I tried to 'push myself' to do a job that involved a huge amount of social interaction and it kept getting worse and had to quit in a somewhat humiliating way (I had developed a specific phobic reaction to the building itself, and found it super stressful to go to work I could barely focus at all, and sometimes felt like I got lost and forgot very simple things. I even didn't want to go collect my last payments because I was (and still am) terrified of that place). 

I wouldn't say I'd never try to push myself again, but I'd be a lot more careful if I ever have a chance at a better job. The idea that socially anxious people just need to "go out and face their fears" without any monitoring or condition is ludicrous really. Exposure isn't just about what you do, it's also about how you deal with the aftermath. 
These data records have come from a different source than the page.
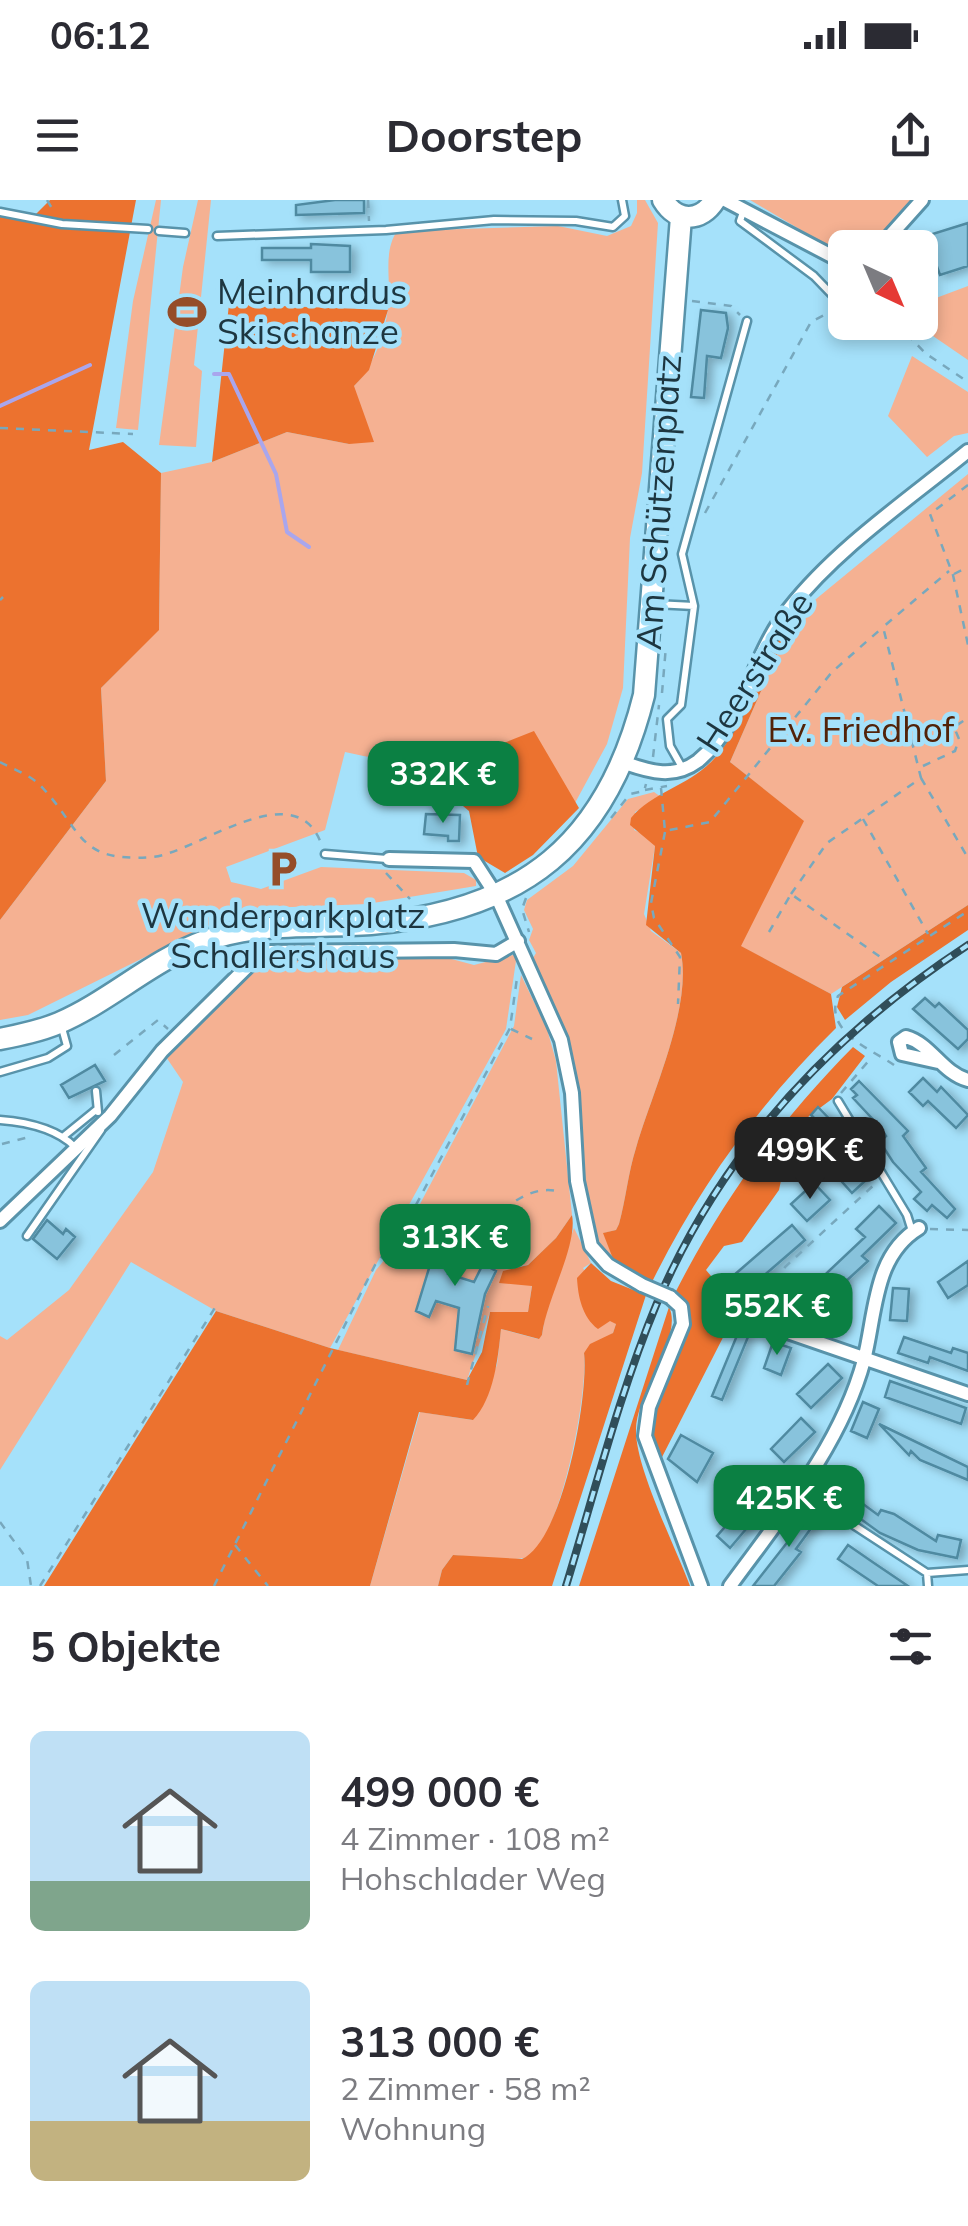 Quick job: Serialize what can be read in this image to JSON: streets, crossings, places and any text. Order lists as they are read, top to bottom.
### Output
{
  "streets": {
    "main road": ["Am Schützenplatz"],
    "street": ["Heerstraße"]
  },
  "crossings": [
    ["Am Schützenplatz", "Heerstraße"]
  ],
  "parks": ["Ev. Friedhof"],
  "places": {
    "sports": ["Meinhardus Skischanze"],
    "parking": ["Wanderparkplatz Schallershaus"]
  },
  "north": "bottom right",
  "page": {
    "status": "06:12",
    "header": "Doorstep",
    "price": [
      "332K €",
      "499K €",
      "313K €",
      "552K €",
      "425K €"
    ],
    "heading": "5 Objekte",
    "list": [
      {
        "name": "499 000 €",
        "note": "4 Zimmer · 108 m² · Hohschlader Weg"
      },
      {
        "name": "313 000 €",
        "note": "2 Zimmer · 58 m² · Wohnung"
      }
    ]
  }
}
So yeah, if there's a job where I can't deal with post-exposure stress in a healthy way, I'd just avoid it.


----------



## Blue Dino (Aug 17, 2013)

Any job that requires and largely dependent on effective socializing (social politics).


----------



## Persephone The Dread (Aug 28, 2010)

Heh, I wasn't planning on posting but porn star did immediately come into my head when I saw the thread title too (but I suppose it also depends on what type of porn it is. Since almost anything can be porn. I don't think I'd want to deal with the stigma/attention anyway though and would be too socially anxious for that. If there's one thing I've learnt it's that mainstream interest in someone like me is antithetical to my own preferences so.) Otherwise there are so many jobs that seem unpleasant really. I guess they don't call them jobs for nothing.


----------



## valina (Nov 23, 2020)

Every job.


----------



## Famous (Sep 6, 2011)

Any job where I have to kiss ***, I would'nt like to do that...


----------



## ScorchedEarth (Jul 12, 2014)

Stand-up comedian or anything that requires speaking to a crowd. Hardly needs to be said on this forum.
Service jobs where I'm expected to be friendly despite my regular demeanor being anything but. 
Any job where useless people-pleasing bull**** is a requirement. Influencer, marketer, etc.


----------



## kesker (Mar 29, 2011)

harrison said:


> Well that put a smile on my face.
> 
> I have trouble with a lot of things - but having to take classes would be the worst probably. I've had to do it in the past and I hated it. Also meetings. Also pretty much anything where I need to actually show up, be serious, and take responsibility for something. I have far too many bad days nowadays for that to be feasible.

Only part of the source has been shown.